> _Task instructions_:
Wherever the string "Grove" appears in the records, return the line that holds it.

> _Available data_:
+ + +

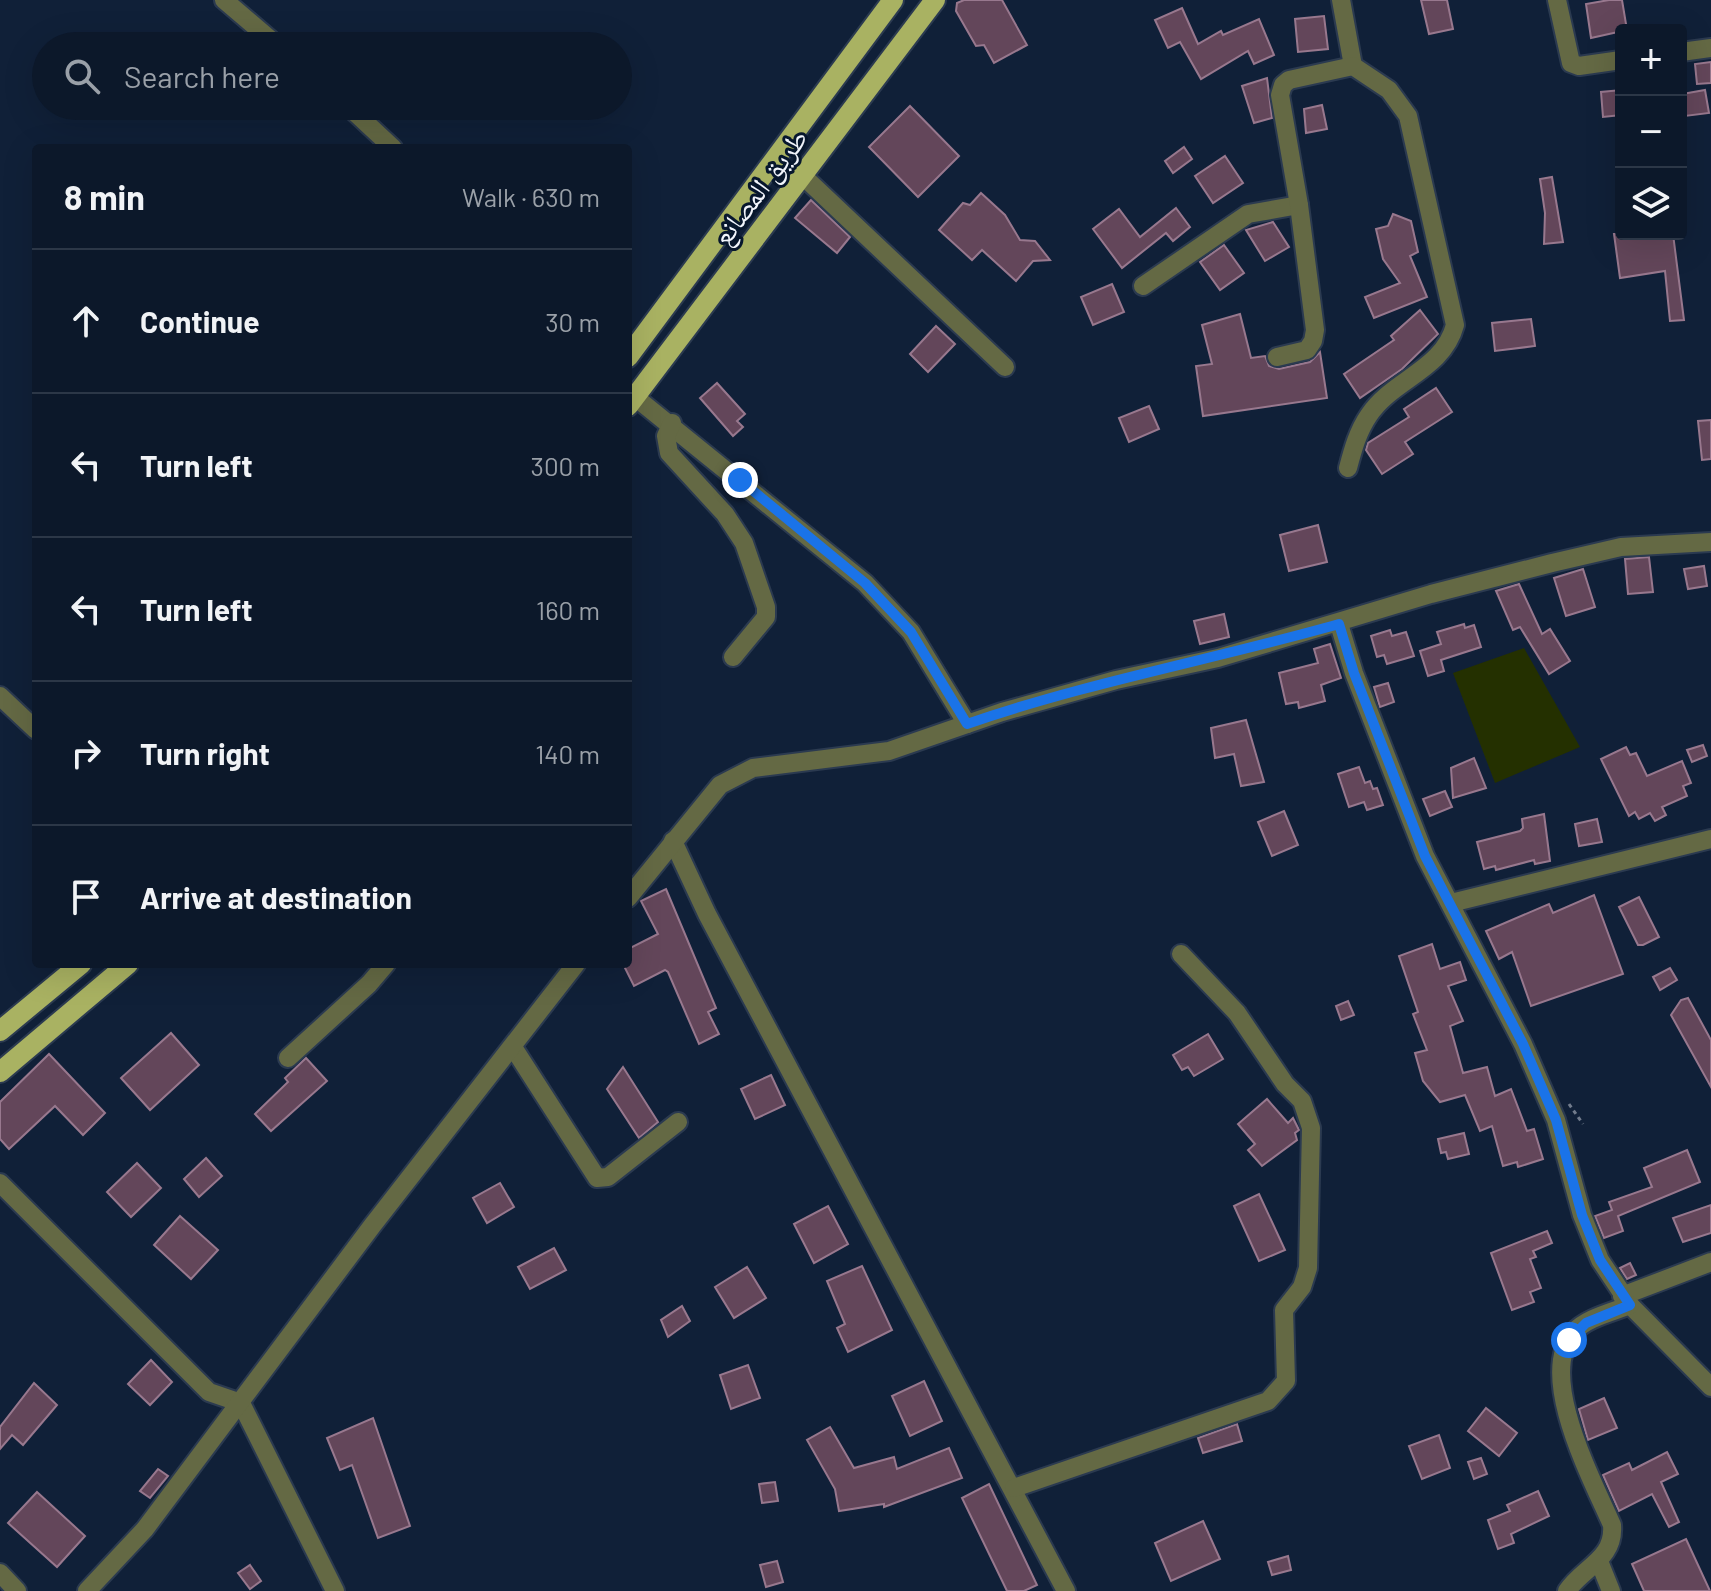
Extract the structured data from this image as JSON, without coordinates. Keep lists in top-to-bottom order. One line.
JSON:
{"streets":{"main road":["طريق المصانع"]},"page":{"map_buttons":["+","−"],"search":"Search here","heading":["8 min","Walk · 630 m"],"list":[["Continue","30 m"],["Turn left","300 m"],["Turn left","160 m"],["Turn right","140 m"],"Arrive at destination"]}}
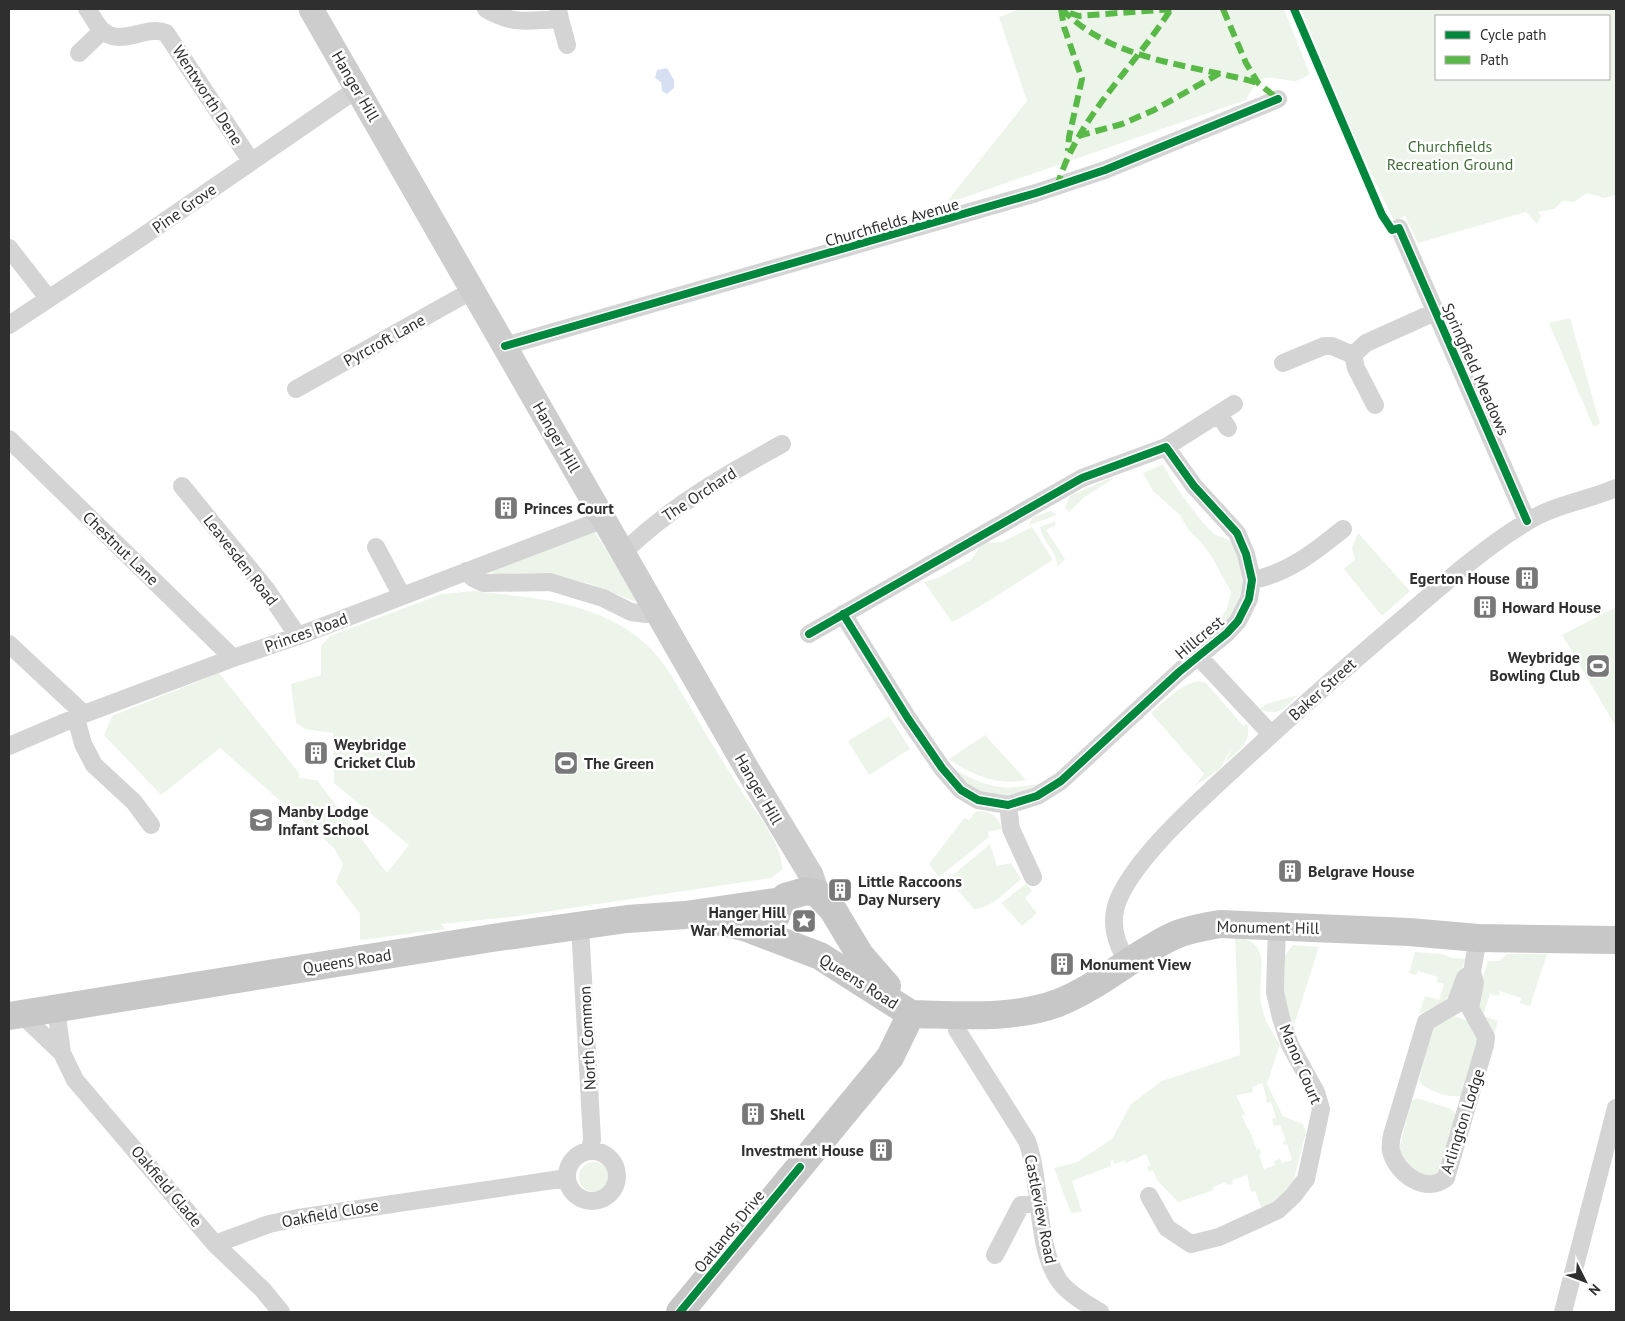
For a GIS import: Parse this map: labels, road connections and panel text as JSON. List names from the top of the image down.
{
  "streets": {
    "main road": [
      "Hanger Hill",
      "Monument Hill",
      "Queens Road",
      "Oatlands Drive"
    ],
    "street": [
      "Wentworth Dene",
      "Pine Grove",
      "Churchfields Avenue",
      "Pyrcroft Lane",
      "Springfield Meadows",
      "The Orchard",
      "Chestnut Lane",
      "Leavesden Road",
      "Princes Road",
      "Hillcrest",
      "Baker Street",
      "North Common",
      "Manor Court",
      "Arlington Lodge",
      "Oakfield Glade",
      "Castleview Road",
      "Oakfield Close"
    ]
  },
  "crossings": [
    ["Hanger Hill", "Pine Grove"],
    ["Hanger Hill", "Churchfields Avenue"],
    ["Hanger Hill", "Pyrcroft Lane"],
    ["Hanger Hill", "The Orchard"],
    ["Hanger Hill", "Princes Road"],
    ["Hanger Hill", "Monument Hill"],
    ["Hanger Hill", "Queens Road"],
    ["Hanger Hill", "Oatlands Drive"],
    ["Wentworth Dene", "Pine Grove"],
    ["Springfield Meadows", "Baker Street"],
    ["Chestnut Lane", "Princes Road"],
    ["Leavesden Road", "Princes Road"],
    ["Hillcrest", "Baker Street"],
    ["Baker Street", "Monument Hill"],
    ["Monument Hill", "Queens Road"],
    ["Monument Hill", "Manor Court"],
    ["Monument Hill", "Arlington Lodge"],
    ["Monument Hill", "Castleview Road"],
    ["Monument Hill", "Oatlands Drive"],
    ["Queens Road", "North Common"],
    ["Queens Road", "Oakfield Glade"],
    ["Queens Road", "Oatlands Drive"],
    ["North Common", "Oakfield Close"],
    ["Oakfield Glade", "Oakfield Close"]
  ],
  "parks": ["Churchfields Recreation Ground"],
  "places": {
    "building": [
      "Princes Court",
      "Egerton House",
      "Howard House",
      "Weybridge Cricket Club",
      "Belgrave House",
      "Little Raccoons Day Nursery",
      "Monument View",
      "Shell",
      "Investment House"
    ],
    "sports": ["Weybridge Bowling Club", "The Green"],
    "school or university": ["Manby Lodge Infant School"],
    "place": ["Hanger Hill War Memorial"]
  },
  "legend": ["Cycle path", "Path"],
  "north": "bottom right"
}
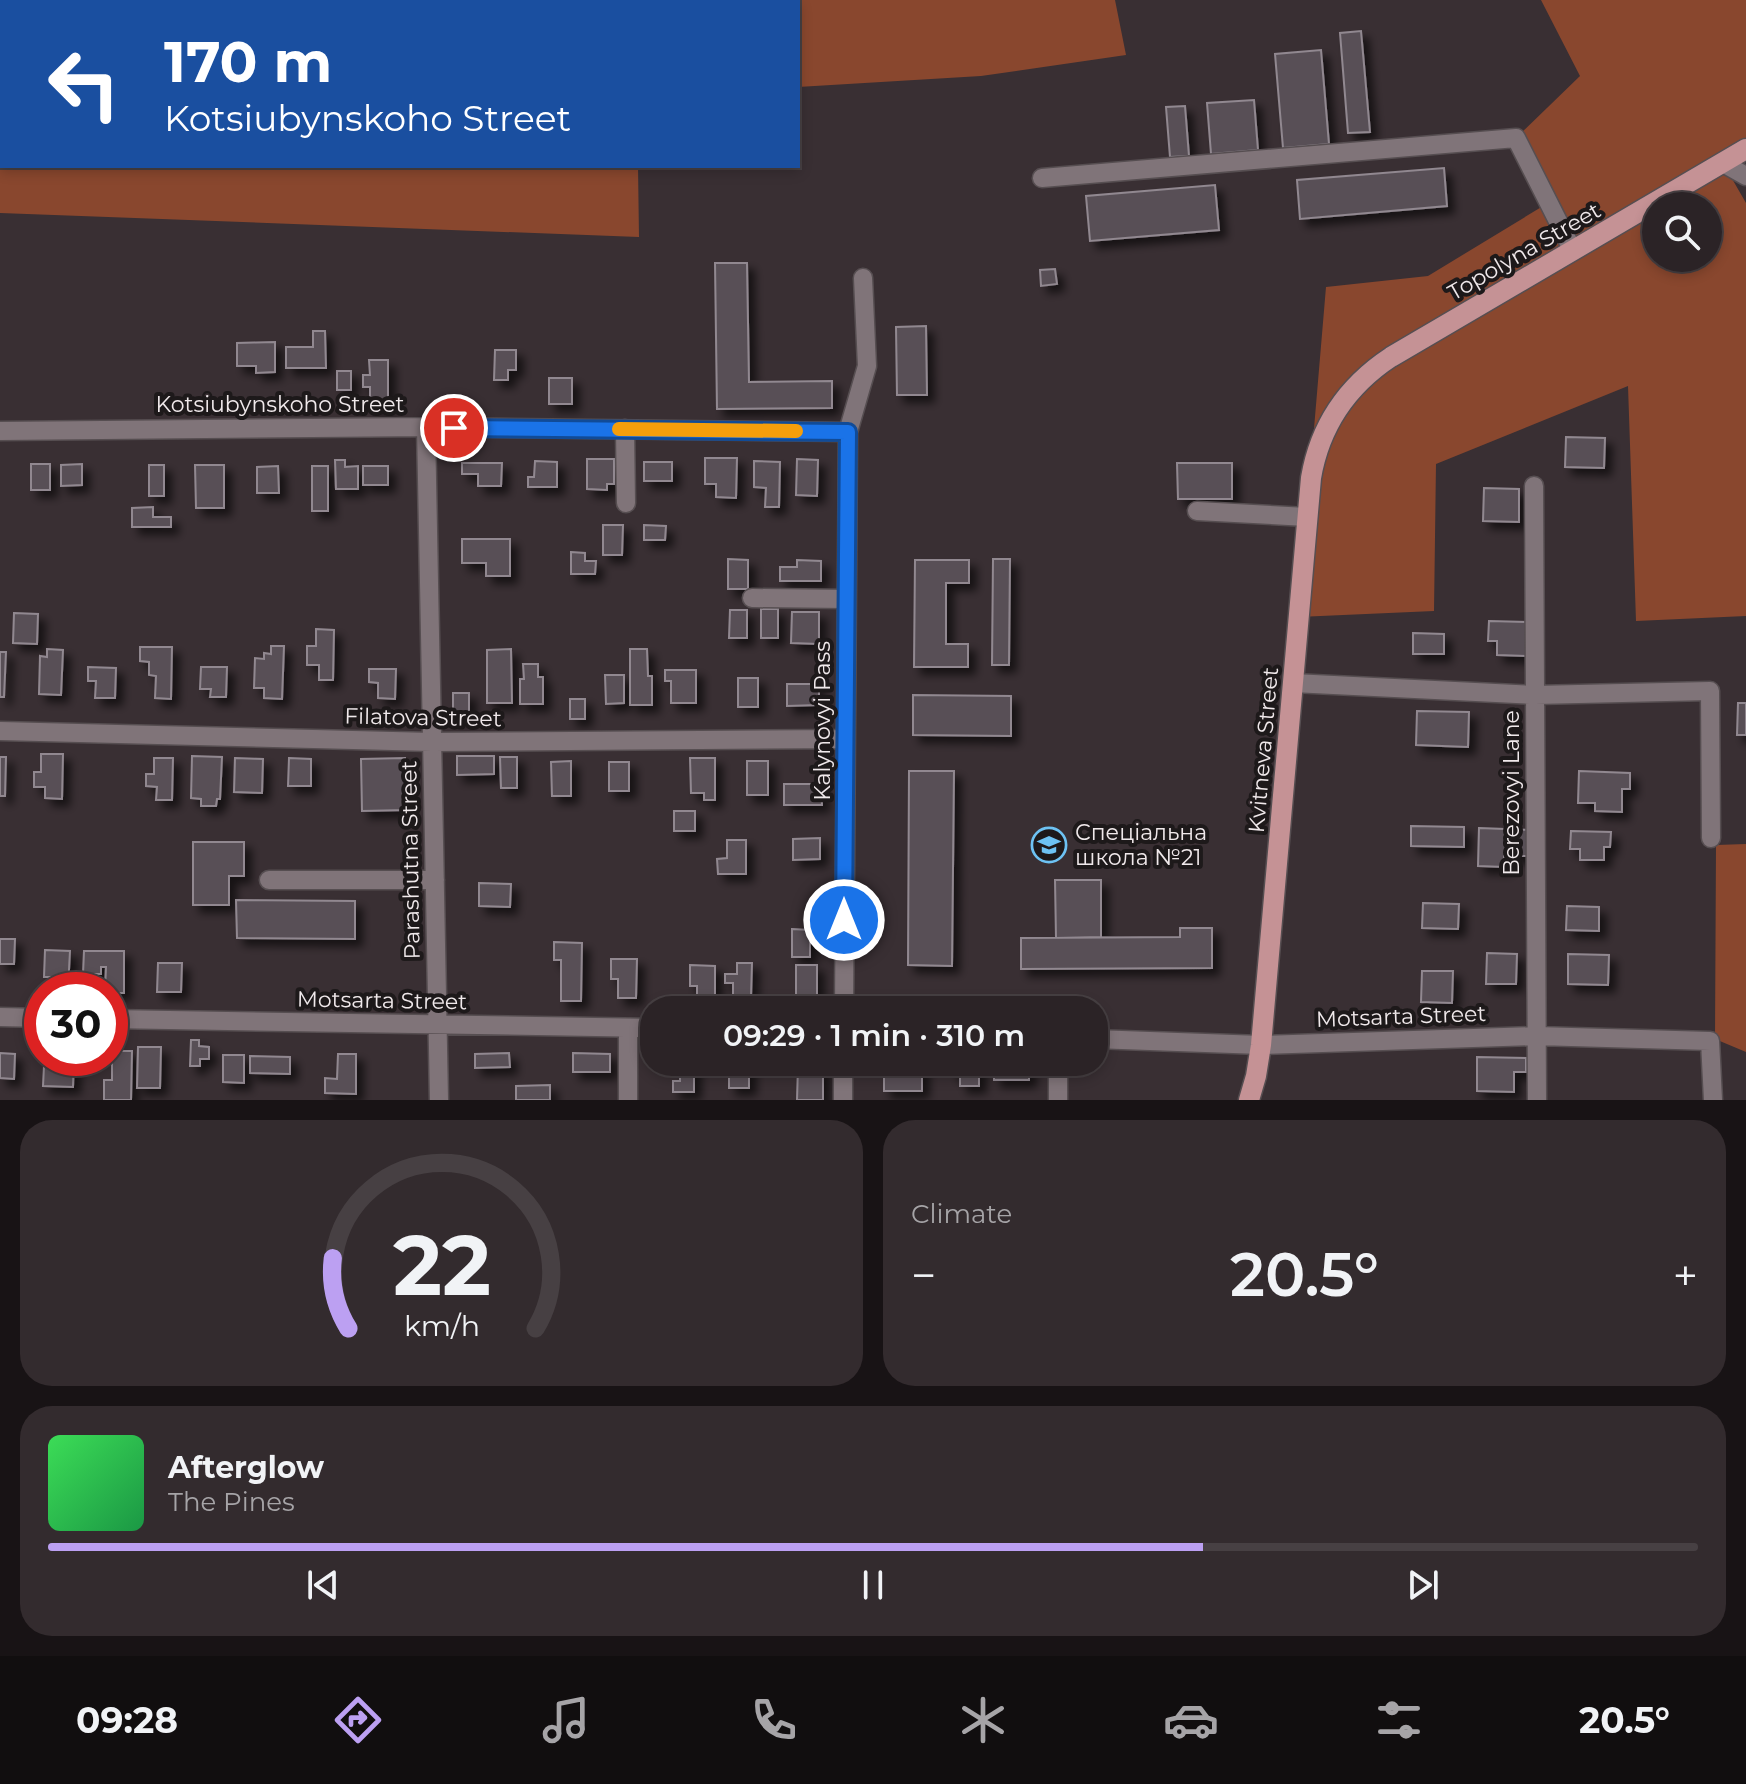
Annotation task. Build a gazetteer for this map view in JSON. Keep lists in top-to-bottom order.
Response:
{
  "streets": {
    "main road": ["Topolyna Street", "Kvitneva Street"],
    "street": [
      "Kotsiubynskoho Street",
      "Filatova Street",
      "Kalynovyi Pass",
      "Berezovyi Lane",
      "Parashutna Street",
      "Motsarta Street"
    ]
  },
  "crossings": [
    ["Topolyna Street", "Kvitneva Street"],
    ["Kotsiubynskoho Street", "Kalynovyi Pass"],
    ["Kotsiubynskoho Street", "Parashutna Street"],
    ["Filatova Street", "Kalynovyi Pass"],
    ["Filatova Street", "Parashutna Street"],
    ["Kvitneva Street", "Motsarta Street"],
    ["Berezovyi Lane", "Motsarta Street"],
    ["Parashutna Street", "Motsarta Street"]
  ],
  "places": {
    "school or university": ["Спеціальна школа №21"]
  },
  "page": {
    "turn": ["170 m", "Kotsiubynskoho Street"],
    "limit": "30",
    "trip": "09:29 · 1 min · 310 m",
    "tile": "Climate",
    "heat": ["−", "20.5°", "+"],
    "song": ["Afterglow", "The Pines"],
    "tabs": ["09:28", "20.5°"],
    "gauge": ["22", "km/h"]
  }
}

+ + +

> _Solution for this exercise_:
      "Pine Grove",
    ["Hanger Hill", "Pine Grove"],
    ["Wentworth Dene", "Pine Grove"],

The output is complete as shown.